With comp, to make things simple, we are high level programs. Their doing is 100* emulable by any computer, by definition of programs and computers.

I agree with this, but any thing that implies interactions between separate minds implies seperation of implementations and this only happens in the physical realm.

No, this is not correct. You fail to appreciate that all implementations and interactions are already emulated in arithmetic, as shown by Gödel (in other terms, and implicity in 1931), and made clear since.

That is not my point. Any and all implementations and interactions must be "emulated in arithmetic" for the symbols of arithmetic to have meaningful content. I am asking a semiotics question. Is there a referent to which arithmetic refers to?

?  (the model of arithmetics?)

One that uses a relativization using a variation on Robinson's nonstandard model. But I need your help to find the proper formal language to express the idea.



Actually, since matiyasevich, we know that we can eliminite the "A" ("for all") quantifier from the logic, and that a unique degree four diophantine polynomial can already do the job.

   All of which assumes that such can be communicated.

Why? Even if Matiyasevic found this on a desert islands his result would be true. Even if he did not found it, and was never communicated, it still would be true, or you defend an arithmetical idealism incompatible with comp.

You are completely missing the point here! Even a desert island or in some cave deep in the earth, it is not just a human that could be a witness to the truth. I/t is the mere possibility of communicability/. The sand on that beach is a sufficient witness of truth. But /if you remove the possibility of the merely possible witness, then you cause the degeneracy (and eventual vanishing) of the very thing that you hold so dear: the truth value/. The mistake in MGA is the ignorance of this fact. I think that it is a conflation of the actual with the possible... We see the exact same thing with quantum phenomena, if there is even a possibility of detection of position information then the momentum information will vanish to the limit of the uncertainty principle. You have been living in a classical world too long and think and have assumption consistent with such. I am trying very hard to be consistent with facts: we live in a quantum universe, a universe where the mere possibility of interaction counts as a term in the results.


But how does it get communicated? I am asking you to consider what is being taken from granted, that ideas, concepts, representations are communicated and asking you how that occurs - even as a toy model explanation.

It happens when a collection of universal machines are supported by some common universal machine. That happens all the "time" in arithmetic.

What exactly distinguishes them from each other? Is it an absolute? Universality , as you define it, prohibits absolute distinctions! Have you not read the articles on the non-uniqueness of Godel numberings?I doubt that! So why can not you see the point here? I suspect that you have some idea that there is an absolute ultimate computation at infinity that can, like G* is a witness of G, witness all truths of sigma_1 sentences. But what I am trying to show you is that this cannot happen! Recursive enumerable function have to be finite.... NO?

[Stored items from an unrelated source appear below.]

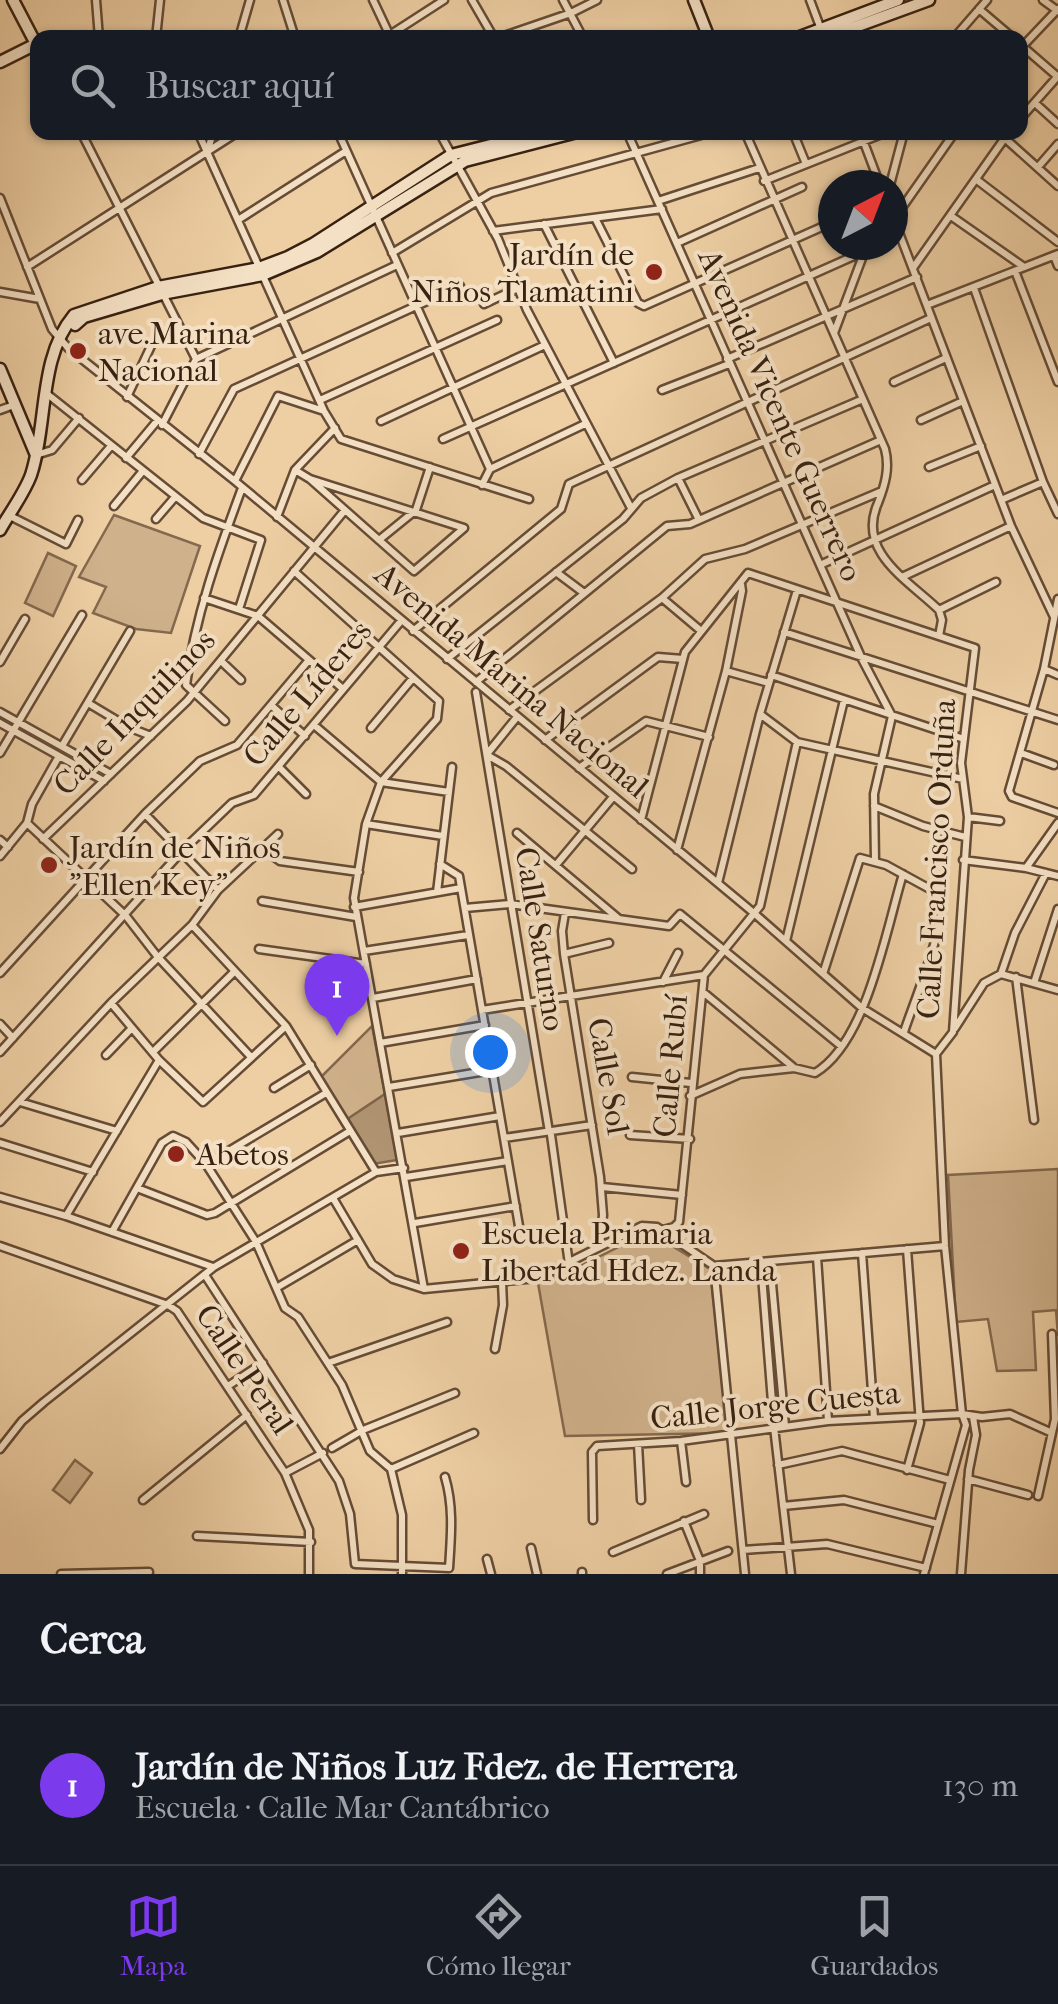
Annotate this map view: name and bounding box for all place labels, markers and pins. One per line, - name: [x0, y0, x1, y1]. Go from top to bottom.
- place label: Jardín de Niños Tlamatini: [411, 236, 635, 310]
- marker: Jardín de Niños Tlamatini: [643, 261, 665, 283]
- place label: ave.Marina Nacional: [98, 315, 251, 389]
- marker: ave.Marina Nacional: [67, 340, 89, 362]
- place label: Jardín de Niños "Ellen Key": [66, 829, 281, 903]
- marker: Jardín de Niños "Ellen Key": [38, 854, 60, 876]
- pin: 1: [304, 954, 370, 1036]
- place label: Abetos: [194, 1136, 289, 1173]
- marker: Abetos: [165, 1143, 187, 1165]
- place label: Escuela Primaria Libertad Hdez. Landa: [481, 1215, 778, 1289]
- marker: Escuela Primaria Libertad Hdez. Landa: [450, 1240, 472, 1262]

Therefore the physical realm cannot be dismissed!

Nothing real need to be dismissed. But once an argument show that it cannot be postulated, the "non-dismissing" takes the form of a reduction of it to something else.

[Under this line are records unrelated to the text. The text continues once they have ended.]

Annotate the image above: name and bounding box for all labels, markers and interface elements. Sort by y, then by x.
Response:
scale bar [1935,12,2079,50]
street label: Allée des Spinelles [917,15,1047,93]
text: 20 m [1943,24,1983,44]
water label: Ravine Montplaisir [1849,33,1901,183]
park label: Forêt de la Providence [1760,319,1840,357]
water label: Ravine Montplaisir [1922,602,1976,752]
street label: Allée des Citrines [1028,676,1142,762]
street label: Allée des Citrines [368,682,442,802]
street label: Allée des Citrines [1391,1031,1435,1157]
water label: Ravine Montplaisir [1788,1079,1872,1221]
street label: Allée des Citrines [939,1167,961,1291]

This is not a reduction issue. The symbols string that you are reading now does not refer to the computer monitor that you are reading it on, or does it?

?

You make me cry with that answer. Please, read it out loud so that you hear your own voice saying the words:

"*/The symbols string that I am reading now does not refer to the computer monitor that I are reading it on/*."

And ponder the question that it implies. Is it a true or a false statement?









Bruno Marchal wrote:

With Church thesis computing is an absolute notion, and all universal machine computes the same functions, and can compute them in the same
manner as all other machines so that the notion of emulation (of
processes) is also absolute.
OK, but Chruch turing thesis is not proven and I don't consider it true,
necessarily.

That's fair enough. But personnally I find CT very compelling. I doubt it less than the "yes doctor" part of comp, to be specific.

  How is Deutsch's version different?

It is not a different version, it is a completely different thesis. It assume a physical reality (primitive or not), and his thesis is that there is a physical universal emulator capable of emulating all physical processes. In the comp theory, this is an open problem.

Yes, of course it is! I claim that it is an open problem for comp because it assumes that it (physical reality) can be deleted from the discussion.

I say the exact contrary. If comp is true then the primitive physical reality is deleted from the ontology, and we have to explain the physical reality appearance from the ontology we keep, like numbers or combinators, etc.

What is with this obsession with physical primitivity? You have demolished the idea, so why do you cling to it like a mistress that you never wish to leave?





CT assumes only arithmetic or equivalent, and postulates the existence of a universal programming language. Actually it postulates that lambda calculus is universal with respect of the ability to define computable functions. Since then lambda calculus has been shown equivalent with Turing machine, algol programs, game-of-life, very elementary arithmetic, diophantine equations, etc. So the origian CT is equivalent with
All computable function can be computed by a fortran program
All computable function can be computed by a algol program
All computable function can be computed by a game-of-life pattern
All computable function can be computed by a four degree polynomial diophantine equation
All computable function can be computed by a current computer
etc.
CT does not involve physics at all, contrary to Deutsch' thesis.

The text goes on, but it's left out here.